- [TASK BRIEF]
Only the count should appear in your answer: how many lines of the data below contain the word "Commerce"?

── EXERCISE MATERIALS ──

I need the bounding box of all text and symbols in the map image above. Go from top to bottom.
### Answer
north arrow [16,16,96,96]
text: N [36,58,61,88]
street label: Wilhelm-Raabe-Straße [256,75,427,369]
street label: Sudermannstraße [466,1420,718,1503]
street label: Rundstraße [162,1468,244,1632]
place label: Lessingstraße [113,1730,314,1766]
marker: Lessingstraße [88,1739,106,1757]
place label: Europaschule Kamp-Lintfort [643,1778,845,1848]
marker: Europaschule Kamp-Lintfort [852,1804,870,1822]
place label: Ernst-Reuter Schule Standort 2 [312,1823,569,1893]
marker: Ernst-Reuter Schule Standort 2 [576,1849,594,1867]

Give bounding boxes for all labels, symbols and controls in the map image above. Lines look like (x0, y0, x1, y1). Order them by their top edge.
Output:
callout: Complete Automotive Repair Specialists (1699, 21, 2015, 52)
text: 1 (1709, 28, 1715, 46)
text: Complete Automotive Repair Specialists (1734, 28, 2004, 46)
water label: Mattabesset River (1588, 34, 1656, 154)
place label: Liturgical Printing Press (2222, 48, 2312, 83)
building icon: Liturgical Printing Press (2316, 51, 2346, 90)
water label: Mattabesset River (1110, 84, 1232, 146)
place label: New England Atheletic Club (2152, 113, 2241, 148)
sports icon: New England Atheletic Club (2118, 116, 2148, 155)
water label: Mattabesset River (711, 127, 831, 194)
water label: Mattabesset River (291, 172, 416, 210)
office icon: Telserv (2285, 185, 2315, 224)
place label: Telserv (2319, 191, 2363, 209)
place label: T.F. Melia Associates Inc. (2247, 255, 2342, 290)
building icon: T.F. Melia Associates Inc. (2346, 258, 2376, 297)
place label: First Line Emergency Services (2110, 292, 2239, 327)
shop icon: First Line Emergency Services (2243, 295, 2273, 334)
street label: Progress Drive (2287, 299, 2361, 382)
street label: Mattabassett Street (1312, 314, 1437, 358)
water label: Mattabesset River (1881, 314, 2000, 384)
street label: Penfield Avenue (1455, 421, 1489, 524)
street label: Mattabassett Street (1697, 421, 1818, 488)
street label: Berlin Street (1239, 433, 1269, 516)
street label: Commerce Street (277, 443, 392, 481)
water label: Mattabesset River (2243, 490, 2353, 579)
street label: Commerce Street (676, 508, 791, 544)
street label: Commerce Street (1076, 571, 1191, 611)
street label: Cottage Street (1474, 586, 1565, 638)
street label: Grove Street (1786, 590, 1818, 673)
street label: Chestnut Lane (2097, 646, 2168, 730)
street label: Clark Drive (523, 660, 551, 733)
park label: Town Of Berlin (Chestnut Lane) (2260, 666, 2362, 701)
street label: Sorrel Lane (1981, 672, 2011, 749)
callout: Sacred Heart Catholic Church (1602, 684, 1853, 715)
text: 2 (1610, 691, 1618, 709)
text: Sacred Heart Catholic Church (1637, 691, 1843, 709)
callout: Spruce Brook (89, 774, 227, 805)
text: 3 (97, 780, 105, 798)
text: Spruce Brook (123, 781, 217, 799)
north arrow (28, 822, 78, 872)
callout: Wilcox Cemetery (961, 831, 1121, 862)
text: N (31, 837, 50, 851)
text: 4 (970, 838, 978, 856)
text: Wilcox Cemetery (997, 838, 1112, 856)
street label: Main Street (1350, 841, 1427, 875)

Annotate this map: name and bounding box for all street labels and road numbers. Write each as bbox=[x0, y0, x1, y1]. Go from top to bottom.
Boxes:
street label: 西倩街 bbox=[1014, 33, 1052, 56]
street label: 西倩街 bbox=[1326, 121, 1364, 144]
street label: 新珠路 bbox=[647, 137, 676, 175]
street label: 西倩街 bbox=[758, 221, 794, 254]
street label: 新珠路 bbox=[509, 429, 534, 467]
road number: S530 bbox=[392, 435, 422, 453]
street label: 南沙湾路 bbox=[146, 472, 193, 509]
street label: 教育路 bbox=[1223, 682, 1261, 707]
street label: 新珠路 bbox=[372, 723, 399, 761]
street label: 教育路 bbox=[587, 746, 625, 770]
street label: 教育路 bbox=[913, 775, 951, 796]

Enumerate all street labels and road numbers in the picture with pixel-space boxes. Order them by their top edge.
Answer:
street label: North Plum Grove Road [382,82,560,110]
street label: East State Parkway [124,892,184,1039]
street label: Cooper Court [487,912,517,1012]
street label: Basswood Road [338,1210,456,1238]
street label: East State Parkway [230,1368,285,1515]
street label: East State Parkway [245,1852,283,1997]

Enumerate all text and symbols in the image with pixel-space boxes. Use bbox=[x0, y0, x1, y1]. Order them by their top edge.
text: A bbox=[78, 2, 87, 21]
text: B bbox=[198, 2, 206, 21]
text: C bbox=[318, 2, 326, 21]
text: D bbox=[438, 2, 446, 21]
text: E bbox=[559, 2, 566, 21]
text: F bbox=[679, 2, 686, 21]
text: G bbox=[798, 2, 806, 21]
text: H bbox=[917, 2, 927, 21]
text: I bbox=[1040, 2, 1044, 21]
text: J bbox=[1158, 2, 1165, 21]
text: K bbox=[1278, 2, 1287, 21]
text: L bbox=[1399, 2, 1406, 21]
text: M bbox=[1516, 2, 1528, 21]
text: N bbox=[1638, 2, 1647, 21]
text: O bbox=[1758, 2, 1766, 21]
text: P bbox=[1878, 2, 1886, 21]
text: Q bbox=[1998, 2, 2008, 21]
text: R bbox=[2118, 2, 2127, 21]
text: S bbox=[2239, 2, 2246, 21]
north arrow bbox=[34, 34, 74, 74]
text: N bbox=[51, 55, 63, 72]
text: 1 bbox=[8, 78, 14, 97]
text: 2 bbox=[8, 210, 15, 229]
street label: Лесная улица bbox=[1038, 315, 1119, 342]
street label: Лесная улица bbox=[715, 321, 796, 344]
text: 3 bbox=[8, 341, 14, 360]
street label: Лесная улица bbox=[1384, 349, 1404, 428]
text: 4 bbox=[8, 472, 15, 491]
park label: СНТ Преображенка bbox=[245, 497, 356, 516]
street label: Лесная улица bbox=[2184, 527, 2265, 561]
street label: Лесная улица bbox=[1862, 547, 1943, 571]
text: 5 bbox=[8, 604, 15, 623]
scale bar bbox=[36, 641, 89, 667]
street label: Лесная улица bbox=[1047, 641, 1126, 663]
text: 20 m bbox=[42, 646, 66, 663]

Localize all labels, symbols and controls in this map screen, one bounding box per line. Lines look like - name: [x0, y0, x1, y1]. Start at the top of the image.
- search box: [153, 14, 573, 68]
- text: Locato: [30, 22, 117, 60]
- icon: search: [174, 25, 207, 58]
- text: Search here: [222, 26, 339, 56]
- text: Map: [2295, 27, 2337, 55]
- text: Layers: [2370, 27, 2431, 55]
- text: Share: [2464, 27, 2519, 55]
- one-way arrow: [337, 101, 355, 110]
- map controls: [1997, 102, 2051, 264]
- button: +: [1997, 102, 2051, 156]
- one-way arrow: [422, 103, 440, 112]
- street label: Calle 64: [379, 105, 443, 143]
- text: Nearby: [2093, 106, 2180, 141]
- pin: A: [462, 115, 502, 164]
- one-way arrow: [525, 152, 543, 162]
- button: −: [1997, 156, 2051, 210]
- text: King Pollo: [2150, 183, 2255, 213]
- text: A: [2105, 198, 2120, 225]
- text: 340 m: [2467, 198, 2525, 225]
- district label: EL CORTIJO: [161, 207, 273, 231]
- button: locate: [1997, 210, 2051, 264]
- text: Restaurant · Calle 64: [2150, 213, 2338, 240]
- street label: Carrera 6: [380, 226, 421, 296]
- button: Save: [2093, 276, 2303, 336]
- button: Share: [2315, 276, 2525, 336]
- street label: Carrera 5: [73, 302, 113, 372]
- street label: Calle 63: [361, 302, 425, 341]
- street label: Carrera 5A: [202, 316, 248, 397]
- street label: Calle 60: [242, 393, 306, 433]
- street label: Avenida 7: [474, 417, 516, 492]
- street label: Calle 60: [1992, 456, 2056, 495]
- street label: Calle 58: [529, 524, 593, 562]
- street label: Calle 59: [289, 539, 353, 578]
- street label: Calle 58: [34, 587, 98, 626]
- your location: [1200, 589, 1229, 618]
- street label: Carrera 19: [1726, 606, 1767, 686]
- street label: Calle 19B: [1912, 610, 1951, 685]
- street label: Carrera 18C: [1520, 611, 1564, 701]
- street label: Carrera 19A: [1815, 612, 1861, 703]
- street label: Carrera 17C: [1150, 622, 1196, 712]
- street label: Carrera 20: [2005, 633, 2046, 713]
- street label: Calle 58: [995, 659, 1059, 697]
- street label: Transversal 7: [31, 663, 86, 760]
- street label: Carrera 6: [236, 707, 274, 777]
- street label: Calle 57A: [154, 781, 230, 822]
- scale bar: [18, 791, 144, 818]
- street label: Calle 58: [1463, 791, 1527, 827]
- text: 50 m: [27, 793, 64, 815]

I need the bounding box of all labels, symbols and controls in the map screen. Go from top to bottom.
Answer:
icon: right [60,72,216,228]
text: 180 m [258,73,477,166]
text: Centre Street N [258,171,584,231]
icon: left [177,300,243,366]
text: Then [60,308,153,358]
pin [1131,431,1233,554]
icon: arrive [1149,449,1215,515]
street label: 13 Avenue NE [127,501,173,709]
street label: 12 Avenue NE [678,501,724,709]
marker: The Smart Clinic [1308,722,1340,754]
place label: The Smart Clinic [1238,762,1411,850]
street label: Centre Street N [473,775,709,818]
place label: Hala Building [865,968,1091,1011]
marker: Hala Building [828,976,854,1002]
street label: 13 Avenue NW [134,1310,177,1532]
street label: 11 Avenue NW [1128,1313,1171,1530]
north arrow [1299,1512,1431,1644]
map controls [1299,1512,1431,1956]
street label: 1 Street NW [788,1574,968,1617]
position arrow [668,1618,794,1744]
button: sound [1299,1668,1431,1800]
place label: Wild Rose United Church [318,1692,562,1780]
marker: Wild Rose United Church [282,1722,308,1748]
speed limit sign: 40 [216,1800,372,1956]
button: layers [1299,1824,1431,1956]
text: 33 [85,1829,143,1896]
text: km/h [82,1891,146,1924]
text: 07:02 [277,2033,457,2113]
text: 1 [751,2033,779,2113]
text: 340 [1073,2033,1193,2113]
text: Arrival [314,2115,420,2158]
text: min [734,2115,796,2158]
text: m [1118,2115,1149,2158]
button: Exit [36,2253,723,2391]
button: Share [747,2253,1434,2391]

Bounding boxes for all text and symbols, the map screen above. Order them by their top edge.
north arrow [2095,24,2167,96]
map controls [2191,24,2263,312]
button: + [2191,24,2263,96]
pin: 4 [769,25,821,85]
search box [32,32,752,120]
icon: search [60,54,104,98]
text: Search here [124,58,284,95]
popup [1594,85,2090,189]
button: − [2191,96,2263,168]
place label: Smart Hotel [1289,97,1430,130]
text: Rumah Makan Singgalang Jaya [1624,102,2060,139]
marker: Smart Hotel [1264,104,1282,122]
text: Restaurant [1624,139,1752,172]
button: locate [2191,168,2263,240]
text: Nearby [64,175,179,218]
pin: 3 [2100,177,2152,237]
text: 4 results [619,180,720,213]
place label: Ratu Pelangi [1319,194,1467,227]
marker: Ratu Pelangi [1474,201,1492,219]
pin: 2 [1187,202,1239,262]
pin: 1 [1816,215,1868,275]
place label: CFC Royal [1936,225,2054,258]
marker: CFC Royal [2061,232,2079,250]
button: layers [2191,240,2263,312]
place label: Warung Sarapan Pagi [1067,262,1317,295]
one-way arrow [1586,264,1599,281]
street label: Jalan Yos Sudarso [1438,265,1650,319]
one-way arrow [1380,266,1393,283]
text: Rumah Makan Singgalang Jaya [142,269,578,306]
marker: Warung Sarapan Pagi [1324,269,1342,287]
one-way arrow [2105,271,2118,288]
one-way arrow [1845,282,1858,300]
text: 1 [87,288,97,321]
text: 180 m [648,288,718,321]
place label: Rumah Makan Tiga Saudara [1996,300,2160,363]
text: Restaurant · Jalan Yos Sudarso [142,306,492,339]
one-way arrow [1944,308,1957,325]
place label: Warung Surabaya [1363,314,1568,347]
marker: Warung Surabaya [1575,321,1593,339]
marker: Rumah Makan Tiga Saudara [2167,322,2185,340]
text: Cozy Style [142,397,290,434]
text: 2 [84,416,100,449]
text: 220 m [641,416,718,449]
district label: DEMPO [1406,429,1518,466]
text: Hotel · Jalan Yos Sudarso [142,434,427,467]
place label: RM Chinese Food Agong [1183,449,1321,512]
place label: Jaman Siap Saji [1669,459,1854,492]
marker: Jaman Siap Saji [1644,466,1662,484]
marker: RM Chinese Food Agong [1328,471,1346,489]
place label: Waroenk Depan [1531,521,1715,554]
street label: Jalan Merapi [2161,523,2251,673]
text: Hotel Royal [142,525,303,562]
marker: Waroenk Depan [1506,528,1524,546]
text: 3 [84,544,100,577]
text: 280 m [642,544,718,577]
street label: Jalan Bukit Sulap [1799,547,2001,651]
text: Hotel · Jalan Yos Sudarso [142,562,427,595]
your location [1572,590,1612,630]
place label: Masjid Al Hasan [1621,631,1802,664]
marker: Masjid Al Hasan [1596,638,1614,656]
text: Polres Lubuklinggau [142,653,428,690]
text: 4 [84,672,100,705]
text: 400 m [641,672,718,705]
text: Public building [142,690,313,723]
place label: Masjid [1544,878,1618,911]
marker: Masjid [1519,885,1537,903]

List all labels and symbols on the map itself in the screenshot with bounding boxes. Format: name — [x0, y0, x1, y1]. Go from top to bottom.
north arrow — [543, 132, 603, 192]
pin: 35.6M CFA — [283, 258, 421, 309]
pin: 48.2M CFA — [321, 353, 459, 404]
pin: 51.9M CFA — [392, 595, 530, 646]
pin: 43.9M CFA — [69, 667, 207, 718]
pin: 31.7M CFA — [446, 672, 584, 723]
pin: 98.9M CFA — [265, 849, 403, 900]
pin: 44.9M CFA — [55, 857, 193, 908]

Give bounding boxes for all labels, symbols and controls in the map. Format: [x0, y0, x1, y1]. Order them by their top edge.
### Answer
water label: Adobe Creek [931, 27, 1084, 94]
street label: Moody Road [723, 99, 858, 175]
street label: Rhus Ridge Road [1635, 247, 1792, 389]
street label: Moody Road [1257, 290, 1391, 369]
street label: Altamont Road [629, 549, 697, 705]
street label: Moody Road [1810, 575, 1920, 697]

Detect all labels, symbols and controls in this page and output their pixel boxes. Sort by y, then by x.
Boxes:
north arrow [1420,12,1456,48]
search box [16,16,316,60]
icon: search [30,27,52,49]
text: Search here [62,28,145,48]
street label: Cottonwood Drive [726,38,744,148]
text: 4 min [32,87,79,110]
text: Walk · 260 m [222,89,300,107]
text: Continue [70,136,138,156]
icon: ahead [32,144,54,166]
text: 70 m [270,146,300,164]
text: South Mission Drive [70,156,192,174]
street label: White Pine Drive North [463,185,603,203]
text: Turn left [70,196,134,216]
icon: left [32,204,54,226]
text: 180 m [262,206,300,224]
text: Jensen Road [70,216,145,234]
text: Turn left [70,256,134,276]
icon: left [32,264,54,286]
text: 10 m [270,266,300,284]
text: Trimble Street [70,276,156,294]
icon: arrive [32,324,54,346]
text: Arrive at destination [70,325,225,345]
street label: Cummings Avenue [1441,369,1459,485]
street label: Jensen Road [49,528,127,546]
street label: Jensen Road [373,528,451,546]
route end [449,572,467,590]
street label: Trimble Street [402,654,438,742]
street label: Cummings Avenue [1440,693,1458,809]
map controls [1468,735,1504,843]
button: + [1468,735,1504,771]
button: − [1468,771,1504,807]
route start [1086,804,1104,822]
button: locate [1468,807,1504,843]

───

- [RESULT FOR THIS TASK]
3